Thursday, February 23, 2017


This Is Us is an American television  series created by Dan Fogleman that premiered on NBC on September 20, 2016. It has gained a huge fan base, including me.  The cast of characters is fascinating and multi-hued. They seem like people I either know or interact with every day, people I see in my office. The series follows siblings Kate, Kevin and Randall who share the same birthday, but not the same parents or race, as Randall was adopted after their natural sibling was stillborn. Their lives intertwine through current events, flashbacks, and not a few tears.

Actually,the tears just keep on coming. Because of some of those flashbacks, I know that Jack, the amazing father to these three, is going to die way too young. I adore this fictional man, and may have to take a bereavement day when that actually happens. :-(  This past week, William, Randall's biological father, died of cancer in his favorite city Memphis. He was on a meaningful road trip with his son, the baby he gave away only to meet again a few months before his death.  During the road trip, we saw flashbacks of William’s early life with his mother, Dorothy, his experiences in the band with his cousin Ricky, and his downward spiral into drugs with girlfriend Laurel. We witnessed the sadness and brokenness that so shaped his life. It was heart-wrenching, and all too real.

But we also saw something awesome. Randall's young life had many challenges as well, even though he was adopted into a loving home. He was undoubtably affected by his pre-birth trauma, and despite the love of his parents, they couldn't shield him from the pains and hurts of being an African-American in a white world. He had asthma, and this highly intelligent young man often went into spasms provoked by anxiety and fear. His loving adoptive father would take his face into his hands and with firm, gentle words affirm him as he looked into his eyes, and said, "Breathe, son, just breathe." The fear would vanish, and life and peace would seep back into Randall's soul.

When Randall's biological father was dying in the hospital, William was fearful and panicked. The incredible love of his adoptive father Jack, long gone at this time, enabled and empowered Randall to be to reach back into his past for just the skill and love his biological d
ad William needed at this moment. Through tears he placed his hand on the sides of his father's face, and said firmly and with anguished love, "Breathe, Dad--breathe. " William's panicked laboring ceased, he absorbed the love of his son pouring through Randall's tender hands and down his tear-stained cheeks.  He began to breathe peacefully and easily, and then he was gone.

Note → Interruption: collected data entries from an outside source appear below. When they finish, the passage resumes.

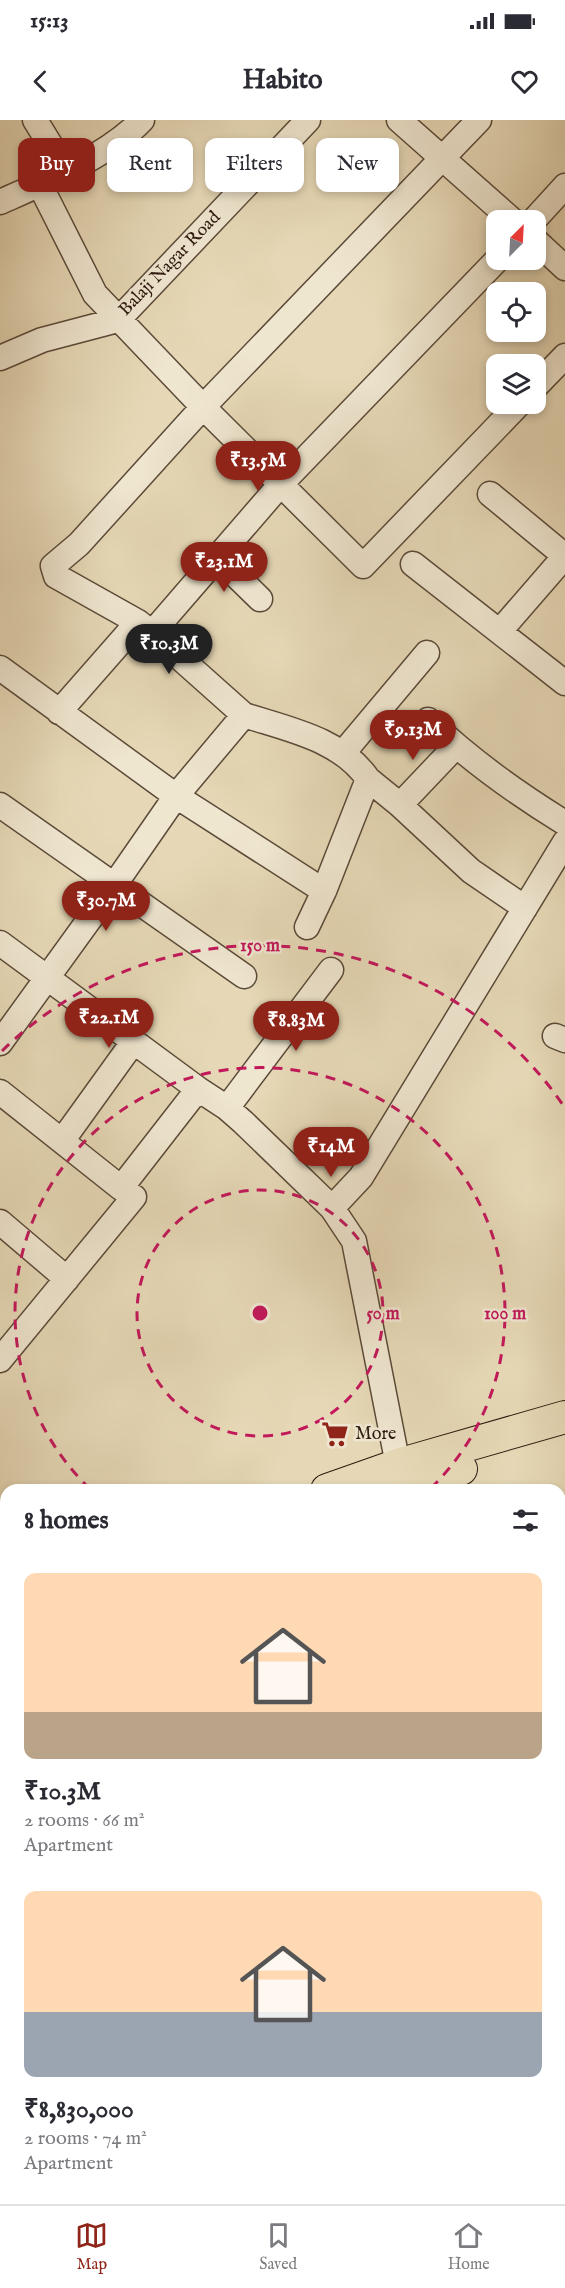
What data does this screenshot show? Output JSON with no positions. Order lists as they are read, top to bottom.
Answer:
{
  "streets": {
    "street": ["Balaji Nagar Road"]
  },
  "places": {
    "supermarket": ["More"]
  },
  "north": "top right",
  "page": {
    "status": "15:13",
    "header": "Habito",
    "chip": [
      "Buy",
      "Rent",
      "Filters",
      "New"
    ],
    "price": [
      "₹13.5M",
      "₹23.1M",
      "₹10.3M",
      "₹9.13M",
      "₹30.7M",
      "₹22.1M",
      "₹8.83M",
      "₹14M"
    ],
    "heading": "8 homes",
    "list": [
      {
        "name": "₹10.3M",
        "note": "2 rooms · 66 m² · Apartment"
      },
      {
        "name": "₹8,830,000",
        "note": "2 rooms · 74 m² · Apartment"
      }
    ],
    "tabs": ["Map", "Saved", "Home"]
  },
  "rings": ["150 m", "50 m", "100 m"]
}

Whew. Loving well is so important. It's the best we can ever give our children. When we patiently love in words and deed, letting them KNOW and feel to their core how valued they are, they get the only thing in life worth having besides Jesus--the ability to know and show love in the toughest moments.

I want THIS to be US.

1 comment:

Anonymous said...

I read this post at 3 a.m. right after helping dad who had fallen on the floor out of confusion of how to walk. As I sat on the floor beside him I had to show him how to get up. You are right about wanting others to feel unconditional love from us. He was frustrated and struggled to understand my words, but I told him we will do this one step at a time. Thank you for reminding us that this is how to love not only those who love us, but also others we come in contact with who may not have the same experiences of life with our heavenly Father.